= Tiberius Claudius Asellus (tribune of the plebs 139 BCE) =

Ancient Roman senator

Tiberius Claudius Asellus was a man of Ancient Rome of the equestrian order. He was deprived of his horse, and reduced to the condition of an Aerarii by Scipio Aemilianus in his censorship in 142 BCE.

When Asellus boasted of his military services, and complained that he had been degraded unjustly, Scipio replied with the Latin proverb, "Agas asellum", that is, "Agas asellum, si bovem non agere queas", which roughly translates to "Drive the donkey if you can't drive the ox"; it was a proverbial expression for saying that if a person cannot hold as good a station as he wishes, he must be content with a lower one.

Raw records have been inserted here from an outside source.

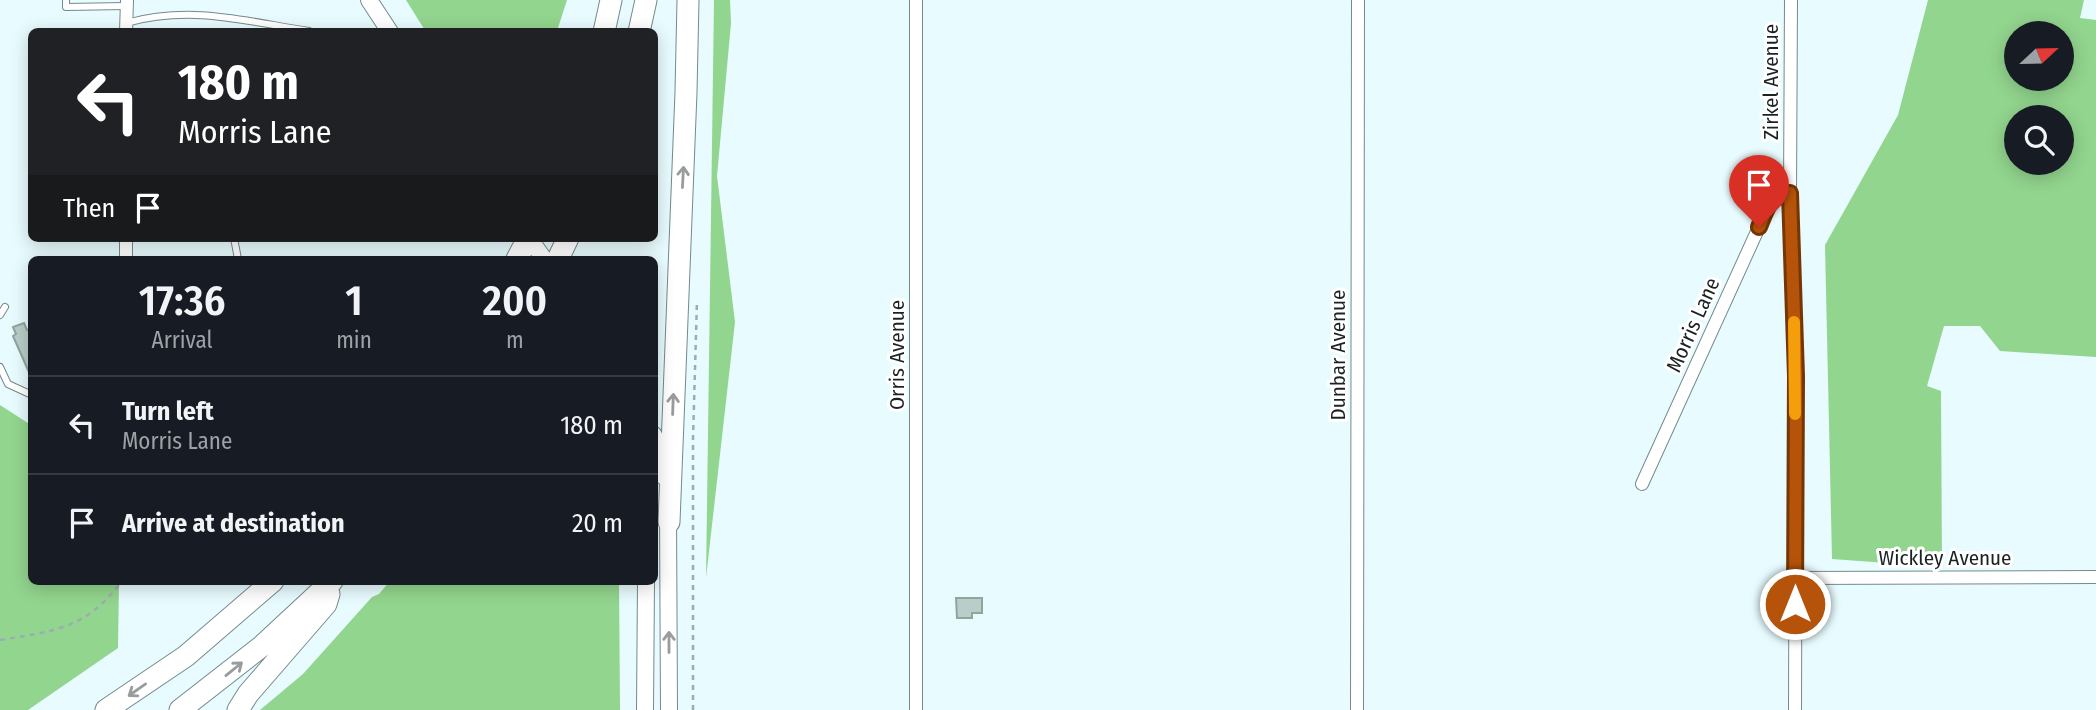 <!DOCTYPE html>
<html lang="en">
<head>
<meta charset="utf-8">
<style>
  :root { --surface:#171b24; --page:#242831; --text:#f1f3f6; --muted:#9ea1a6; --line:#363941 }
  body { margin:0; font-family:"Fira Sans Condensed",sans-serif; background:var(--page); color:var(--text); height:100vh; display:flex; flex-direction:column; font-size:26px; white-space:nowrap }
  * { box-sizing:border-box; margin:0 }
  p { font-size:23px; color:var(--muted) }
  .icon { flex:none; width:38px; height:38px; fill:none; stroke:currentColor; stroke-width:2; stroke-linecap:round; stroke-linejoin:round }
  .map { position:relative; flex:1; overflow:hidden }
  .details { position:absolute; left:28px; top:256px; width:630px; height:329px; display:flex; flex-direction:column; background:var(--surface); border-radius:10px; box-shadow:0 4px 18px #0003 }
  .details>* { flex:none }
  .hud { position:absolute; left:28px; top:28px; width:630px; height:214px; border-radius:10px; box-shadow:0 4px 18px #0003; background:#202124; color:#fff; overflow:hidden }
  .needle { width:46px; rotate:68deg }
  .buttons { position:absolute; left:2004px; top:21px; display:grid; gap:14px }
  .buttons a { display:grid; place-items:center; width:70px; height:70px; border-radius:50%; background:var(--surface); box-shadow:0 4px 18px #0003; font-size:35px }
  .pin { position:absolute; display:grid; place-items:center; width:60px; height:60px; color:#fff; margin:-72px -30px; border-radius:50% 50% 50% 0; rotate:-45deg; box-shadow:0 0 7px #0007 }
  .pin .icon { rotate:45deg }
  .me { position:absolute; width:77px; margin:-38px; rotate:0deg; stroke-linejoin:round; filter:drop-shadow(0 0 5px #0008) }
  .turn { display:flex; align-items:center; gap:24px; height:147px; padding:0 35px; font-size:32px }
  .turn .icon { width:91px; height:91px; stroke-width:2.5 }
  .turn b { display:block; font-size:49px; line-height:60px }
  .then { display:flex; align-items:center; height:66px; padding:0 35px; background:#0003; gap:14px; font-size:26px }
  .eta { display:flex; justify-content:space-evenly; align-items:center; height:119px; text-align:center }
  .eta b { font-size:42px; font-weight:600; line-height:49px }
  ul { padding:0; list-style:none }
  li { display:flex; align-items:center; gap:21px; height:98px; padding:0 35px; border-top:2px solid var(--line) }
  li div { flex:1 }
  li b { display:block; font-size:26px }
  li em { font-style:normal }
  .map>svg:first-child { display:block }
  .forest { fill:#92d58e; fill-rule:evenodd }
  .building { fill:#b9cec8; stroke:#90a59e; stroke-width:2 }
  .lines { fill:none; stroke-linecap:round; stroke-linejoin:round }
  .service-casing { stroke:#748a8d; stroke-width:8 }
  .minor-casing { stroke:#748a8d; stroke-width:14 }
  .secondary-casing { stroke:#748a8d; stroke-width:18 }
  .motorway-casing { stroke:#748a8d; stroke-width:23 }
  .path { stroke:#9dadaf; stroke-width:2.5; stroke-dasharray:5 5; stroke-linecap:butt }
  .service { stroke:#fff; stroke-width:6 }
  .minor { stroke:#fff; stroke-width:12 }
  .secondary { stroke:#fff; stroke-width:16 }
  .motorway { stroke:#fff; stroke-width:21 }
  .oneway { stroke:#989c9c }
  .route-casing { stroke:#753606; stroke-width:18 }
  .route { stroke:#b45309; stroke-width:12 }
  .slow { stroke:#f59e0b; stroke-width:12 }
  .labels { text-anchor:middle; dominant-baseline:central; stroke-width:6; stroke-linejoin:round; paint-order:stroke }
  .street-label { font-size:21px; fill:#1a2224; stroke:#fff }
</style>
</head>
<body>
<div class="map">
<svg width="2096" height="710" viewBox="0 0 2096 710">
  <rect width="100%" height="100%" fill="#e8fbfe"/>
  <!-- forest -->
  <path class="forest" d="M406,0H567L557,31L426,32Z
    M714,0H730L731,23L717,176L735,322L706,578Z
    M1928,0H2084L2080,18L2096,20V357L2000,351L1980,326H1944L1927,386L1941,391L1942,567L1832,559L1825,245L1898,115ZM2062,33V79H2016V33ZM2016,117H2062V163H2016Z
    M0,405L31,425L32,581H119L118,648L28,710H0Z
    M390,581H619L620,710H260L303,674L372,597L379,594Z"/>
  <!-- building -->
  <path class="building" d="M24,323L27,330L32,328V379L13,336L16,334L13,327Z
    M956,598H982V613H972V618H957Z"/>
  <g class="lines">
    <defs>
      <path id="service" d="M66,0V7L126,6
        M126,23C192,5 244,21 309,31
        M234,238L238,259
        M0,315L5,307
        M0,367L8,384L32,395"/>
      <path id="minor" d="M916,0V710
        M1791,0L1790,193L1796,376L1795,710
        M126,32L127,0
        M126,238V259
        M1642,484L1770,203L1778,195L1790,193
        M1795,578L2096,577
        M1357,710L1358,0"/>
      <path id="secondary" d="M369,0L390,32
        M529,238L544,259
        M654,435L664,477
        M668,513L669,710
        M645,710L646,581"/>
      <path id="motorway" d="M604,32L611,0
        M639,32L646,0
        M517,259L528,238
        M558,259L568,238
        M669,522L686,92L688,0
        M106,710L186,656L273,581
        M180,710L262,646L332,581
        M238,710L248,694L326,604L329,594"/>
    </defs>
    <!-- service casing -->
    <use href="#service" class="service-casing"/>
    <!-- minor casing -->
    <use href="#minor" class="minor-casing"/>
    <!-- secondary casing -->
    <use href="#secondary" class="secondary-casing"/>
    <!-- motorway casing -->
    <use href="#motorway" class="motorway-casing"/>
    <!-- path -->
    <path class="path" d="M0,640C55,631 86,629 122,581
      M693,710V439L697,300"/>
    <!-- service -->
    <use href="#service" class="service"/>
    <!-- minor -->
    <use href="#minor" class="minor"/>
    <!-- secondary -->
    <use href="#secondary" class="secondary"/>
    <!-- motorway -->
    <use href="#motorway" class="motorway"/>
  </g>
  <!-- one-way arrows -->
  <defs><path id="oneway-shaft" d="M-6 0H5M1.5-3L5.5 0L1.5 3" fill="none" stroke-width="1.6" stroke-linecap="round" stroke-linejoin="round" transform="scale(1.75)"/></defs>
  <g class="oneway">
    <use href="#oneway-shaft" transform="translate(683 177) rotate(-87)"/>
    <use href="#oneway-shaft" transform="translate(673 404) rotate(-88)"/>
    <use href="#oneway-shaft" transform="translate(669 642) rotate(-90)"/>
    <use href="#oneway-shaft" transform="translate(234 669) rotate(-39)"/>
    <use href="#oneway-shaft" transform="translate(137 690) rotate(145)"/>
  </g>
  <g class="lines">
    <defs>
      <path id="route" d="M1759,227C1767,208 1769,196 1790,193L1796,376L1795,604"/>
    </defs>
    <!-- route casing -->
    <use href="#route" class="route-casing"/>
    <!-- route -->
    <use href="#route" class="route"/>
    <!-- slow -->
    <path class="slow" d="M1794,322L1795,414"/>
  </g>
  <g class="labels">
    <!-- street labels -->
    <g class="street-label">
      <text transform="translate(1771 82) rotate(-90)">Zirkel Avenue</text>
      <text transform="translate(1693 325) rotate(-66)">Morris Lane</text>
      <text transform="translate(897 355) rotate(-90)">Orris Avenue</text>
      <text transform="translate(1338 355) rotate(-90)">Dunbar Avenue</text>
      <text x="1945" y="558">Wickley Avenue</text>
    </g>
  </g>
</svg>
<div class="buttons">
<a><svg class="needle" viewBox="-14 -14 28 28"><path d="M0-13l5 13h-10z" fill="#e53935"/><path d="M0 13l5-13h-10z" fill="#9ea1a6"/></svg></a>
<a><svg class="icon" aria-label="search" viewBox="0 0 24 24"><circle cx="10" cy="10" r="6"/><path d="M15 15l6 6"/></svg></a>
</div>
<div class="pin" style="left:1759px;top:227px;background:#d93025"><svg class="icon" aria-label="arrive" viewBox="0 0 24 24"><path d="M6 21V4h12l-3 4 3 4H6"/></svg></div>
<svg class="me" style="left:1795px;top:604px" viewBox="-20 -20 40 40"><circle r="17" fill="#b45309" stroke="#fff" stroke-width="3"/><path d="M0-11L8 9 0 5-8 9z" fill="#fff"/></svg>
<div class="hud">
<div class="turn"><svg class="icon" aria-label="left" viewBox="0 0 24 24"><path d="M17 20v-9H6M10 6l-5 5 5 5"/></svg><div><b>180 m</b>Morris Lane</div></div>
<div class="then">Then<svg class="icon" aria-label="arrive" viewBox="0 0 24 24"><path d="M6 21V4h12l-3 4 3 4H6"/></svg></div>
</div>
<section class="details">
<div class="eta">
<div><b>17:36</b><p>Arrival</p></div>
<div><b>1</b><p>min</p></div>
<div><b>200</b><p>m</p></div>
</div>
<ul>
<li><svg class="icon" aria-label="left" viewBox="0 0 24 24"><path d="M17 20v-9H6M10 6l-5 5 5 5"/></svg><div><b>Turn left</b><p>Morris Lane</p></div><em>180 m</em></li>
<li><svg class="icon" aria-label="arrive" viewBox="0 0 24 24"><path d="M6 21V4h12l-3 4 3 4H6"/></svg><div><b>Arrive at destination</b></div><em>20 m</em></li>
</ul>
</section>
</div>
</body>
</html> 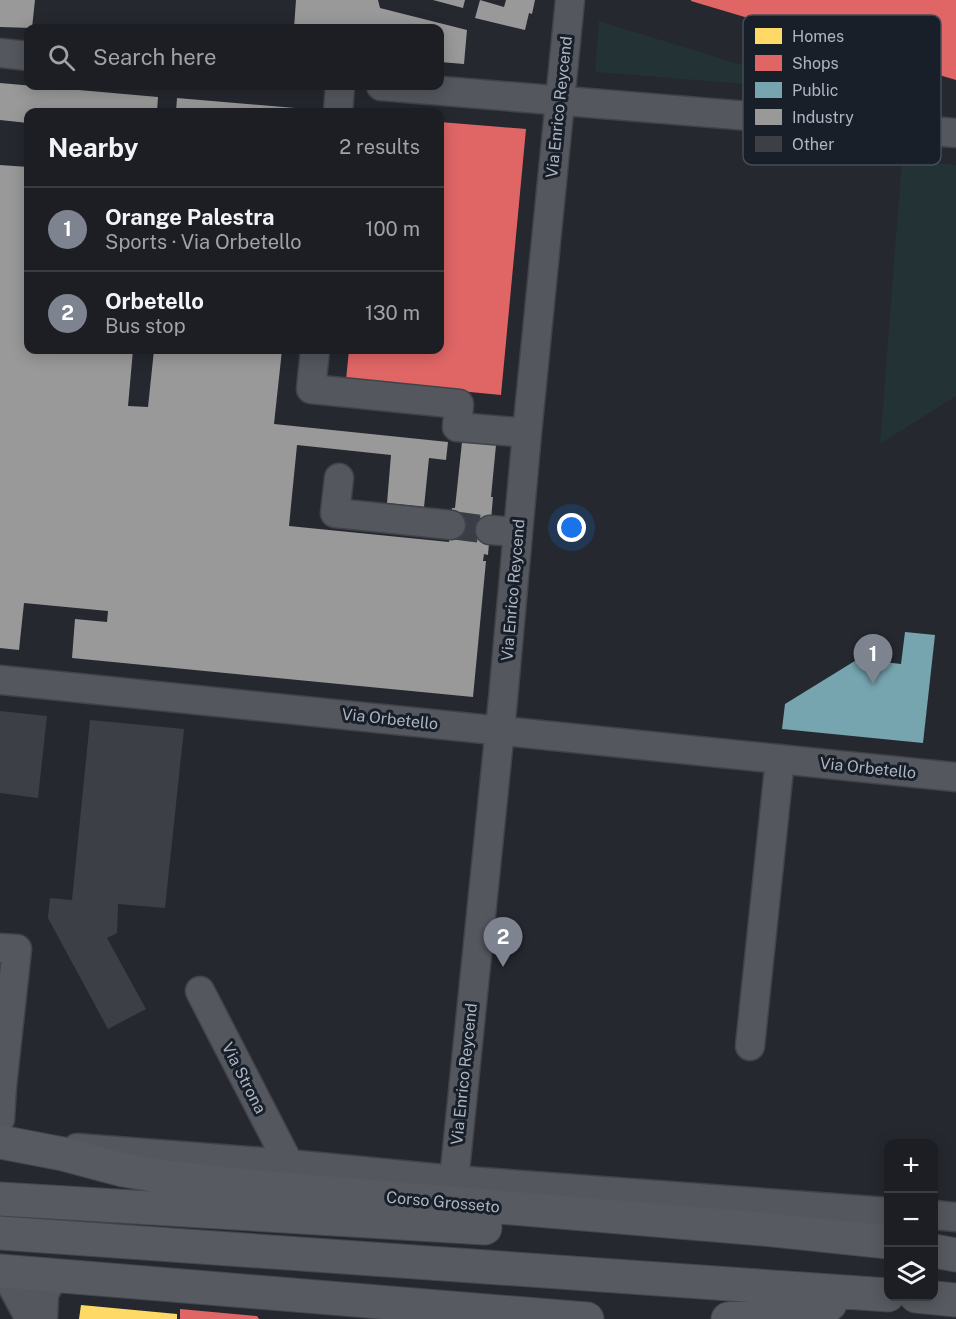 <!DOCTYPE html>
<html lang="en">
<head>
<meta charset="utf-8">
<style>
	body { margin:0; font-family:"Public Sans",sans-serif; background:#292b30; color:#f1f3f6 }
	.controls { position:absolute; right:18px; bottom:18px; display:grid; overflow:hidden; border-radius:12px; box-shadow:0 3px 15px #0003 }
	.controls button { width:54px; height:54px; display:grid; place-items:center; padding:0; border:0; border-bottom:2px solid #3a3c41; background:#1c1e23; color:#f1f3f6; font:30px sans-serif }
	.you { position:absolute; left:572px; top:528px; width:21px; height:21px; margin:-15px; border:4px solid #fff; border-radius:50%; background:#1a73e8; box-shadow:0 0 0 9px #1a73e833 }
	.badge { display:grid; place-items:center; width:39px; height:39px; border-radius:50%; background:#7d838f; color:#fff; font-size:20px; font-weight:700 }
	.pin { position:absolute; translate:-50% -50px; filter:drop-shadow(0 2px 3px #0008) }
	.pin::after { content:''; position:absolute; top:32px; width:21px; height:18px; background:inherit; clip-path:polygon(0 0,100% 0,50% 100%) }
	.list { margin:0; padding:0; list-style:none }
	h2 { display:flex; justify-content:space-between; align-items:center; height:78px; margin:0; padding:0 24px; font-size:26px }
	h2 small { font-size:20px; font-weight:400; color:#a0a2a6 }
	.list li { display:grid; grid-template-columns:39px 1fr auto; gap:18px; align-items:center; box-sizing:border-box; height:84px; padding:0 24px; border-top:2px solid #3a3c41 }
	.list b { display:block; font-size:22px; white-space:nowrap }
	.list p { margin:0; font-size:20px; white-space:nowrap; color:#a0a2a6 }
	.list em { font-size:20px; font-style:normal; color:#a0a2a6 }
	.icon { flex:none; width:33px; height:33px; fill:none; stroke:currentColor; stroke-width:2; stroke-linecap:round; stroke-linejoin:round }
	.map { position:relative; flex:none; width:956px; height:1319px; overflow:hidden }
	.search { position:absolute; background:#1c1e23; box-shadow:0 3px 15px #0003; left:24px; top:24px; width:420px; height:66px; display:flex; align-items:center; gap:15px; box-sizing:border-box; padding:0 21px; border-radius:12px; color:#a0a2a6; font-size:22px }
	.panel { position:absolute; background:#1c1e23; box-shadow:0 3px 15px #0003; left:24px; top:108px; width:420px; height:246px; border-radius:12px }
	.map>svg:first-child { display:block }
	.green { fill:#233235 }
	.homes { fill:#ffd966 }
	.shops { fill:#e06666 }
	.public { fill:#76a5af }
	.industry { fill:#999 }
	.building { fill:#3c3f45 }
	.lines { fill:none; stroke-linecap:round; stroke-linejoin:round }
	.minor-tunnel { stroke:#393d45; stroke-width:28; stroke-dasharray:28 14; stroke-linecap:butt }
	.minor-casing { stroke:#414349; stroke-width:31 }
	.major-casing { stroke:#41454c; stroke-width:35 }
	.minor { stroke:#54575e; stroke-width:28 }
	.major { stroke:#575a60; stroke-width:33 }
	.labels { text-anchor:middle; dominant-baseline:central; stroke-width:6; stroke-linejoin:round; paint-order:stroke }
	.street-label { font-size:16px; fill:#adb4c2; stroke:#191f29 }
	.key { fill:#191f29; stroke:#454c57; stroke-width:1.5 }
	.key-label { font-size:16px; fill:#adb4c2 }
</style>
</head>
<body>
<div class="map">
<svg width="956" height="1319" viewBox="0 0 956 1319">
	<rect width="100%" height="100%" fill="#25282f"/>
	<path class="green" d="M599,21l224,69 6,-16 77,23 -311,-25z
		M902,160l54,5v231l-76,48z"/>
	<path class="homes" d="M81,1305l96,9v5h-98z"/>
	<path class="shops" d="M691,0h265v80l-265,-79z
		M440,122l86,7 -25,266 -155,-15 3,-30h91z
		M180,1309l77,7 2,3h-79z"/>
	<path class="public" d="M905,632l30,3 -12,108 -141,-14 3,-25 73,-45 43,5z"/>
	<path class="industry" d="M0,0h35l-3,28 -32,-1z
		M296,0h82l2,8 87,22 -3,34 -24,-2v-34h-146z
		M433,0h32l-2,8z
		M480,0l24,7 2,-7h29l-3,14 -3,-1 -4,17 -50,-12z
		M0,83l158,14 -1,15h-129v11l-28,-3z
		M177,98l130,11 -1,3h-130z
		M0,165l28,2v183h105l-5,56 20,1 6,-57h128l-8,74 174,18 -2,18 -17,-2 -5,49 -37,-4 4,-48 -94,-10 -8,81 160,16 3,-34h3l7,-66 34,3 -5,52h2l-5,58 -4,-1 -1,7h3l-13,136 -401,-39 3,-39 32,3 1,-11 -84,-8 -5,47 -19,-2z"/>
	<path class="building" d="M0,711l47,5 -9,82 -38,-5z
		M90,720l94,9 -19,179 -47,-4 -1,29 -10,5 39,71 -38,20 -60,-111 2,-20 22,2z"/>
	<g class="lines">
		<path class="minor-tunnel" d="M451,525l39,5"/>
		<defs>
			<path id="minor" d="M0,53l28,3
				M381,86l575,47
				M338,112l2,-26
				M315,350l-4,39 148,15 -2,23 70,6
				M339,478l-4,35 116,12
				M490,530l28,2
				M0,680l956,97
				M0,948l17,1 -15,137 -2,33
				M200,991l89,173
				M750,1046l30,-287
				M77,1148l212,16 165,16 434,32
				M454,1180l49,-481 24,-266 43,-433
				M934,1215l22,2
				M4,1271l26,48
				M43,1319l1,-25 10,-19"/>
			<path id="major" d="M0,1142l63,12 60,16 42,7 83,9 514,43 126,13
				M0,1199l485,29
				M0,1233l888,62
				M934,1251l22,4
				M0,1271l587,48
				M916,1296l40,4
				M728,1319l102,-15"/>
		</defs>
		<use href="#minor" class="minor-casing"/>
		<use href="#major" class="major-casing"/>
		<use href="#minor" class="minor"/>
		<use href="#major" class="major"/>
	</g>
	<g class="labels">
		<g class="street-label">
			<text transform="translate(559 107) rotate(-84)">Via Enrico Reycend</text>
			<text transform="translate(513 590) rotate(-85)">Via Enrico Reycend</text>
			<text transform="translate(390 719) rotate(6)">Via Orbetello</text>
			<text transform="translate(868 768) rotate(6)">Via Orbetello</text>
			<text transform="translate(464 1074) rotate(-84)">Via Enrico Reycend</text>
			<text transform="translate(244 1078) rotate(63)">Via Strona</text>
			<text transform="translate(443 1202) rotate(5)">Corso Grosseto</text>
		</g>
	</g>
	<rect x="743" y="15" width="198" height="150" rx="9" class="key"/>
	<rect x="755" y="28" width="27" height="16" fill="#ffd966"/>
	<rect x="755" y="55" width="27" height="16" fill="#e06666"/>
	<rect x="755" y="82" width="27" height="16" fill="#76a5af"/>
	<rect x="755" y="109" width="27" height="16" fill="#999"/>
	<rect x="755" y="136" width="27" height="16" fill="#3c3f45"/>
	<g class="key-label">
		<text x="792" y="42">Homes</text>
		<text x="792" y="69">Shops</text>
		<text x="792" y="96">Public</text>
		<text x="792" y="123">Industry</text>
		<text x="792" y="150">Other</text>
	</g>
</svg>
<div class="controls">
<button>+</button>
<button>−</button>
<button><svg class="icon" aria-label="layers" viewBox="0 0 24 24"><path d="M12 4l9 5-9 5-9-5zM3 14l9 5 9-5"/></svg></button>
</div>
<div class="you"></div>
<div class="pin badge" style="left:873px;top:684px">1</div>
<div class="pin badge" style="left:503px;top:967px">2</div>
<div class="search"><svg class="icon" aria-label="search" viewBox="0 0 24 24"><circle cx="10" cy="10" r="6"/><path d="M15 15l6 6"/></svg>Search here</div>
<section class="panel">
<h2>Nearby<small>2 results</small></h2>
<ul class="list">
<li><span class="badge">1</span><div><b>Orange Palestra</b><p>Sports · Via Orbetello</p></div><em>100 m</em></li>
<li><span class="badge">2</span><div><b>Orbetello</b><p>Bus stop</p></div><em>130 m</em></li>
</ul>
</section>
</div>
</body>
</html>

In 140 BCE, he unsuccessfully attempted to prevent the departure of Quintus Servilius Caepio for the Lusitanian War.

When Asellus was tribune of the plebs in 139 BCE, he accused Scipio before the people; and the writer Aulus Gellius makes a quotation from the fifth oration of Scipio against Asellus, which may have been delivered in this year. Among other charges which Asellus brought against Scipio, was that the lustrum had been inauspicious (because it had been followed by a pestilence); and Gellius has preserved two verses of Gaius Lucilius referring to this charge:

Scipiadae magno improbus objiciebat Asellus

Lustrum, illo censore, malum infelixque fuisse.

Scipio replied that it was not surprising that it should have been so, as his colleague, Lucius Mummius Achaicus, who had performed the lustrum, had removed Asellus from the aerarians and restored him to his former rank.

This Claudius Asellus seems to be the same who was poisoned by his wife, Licinia.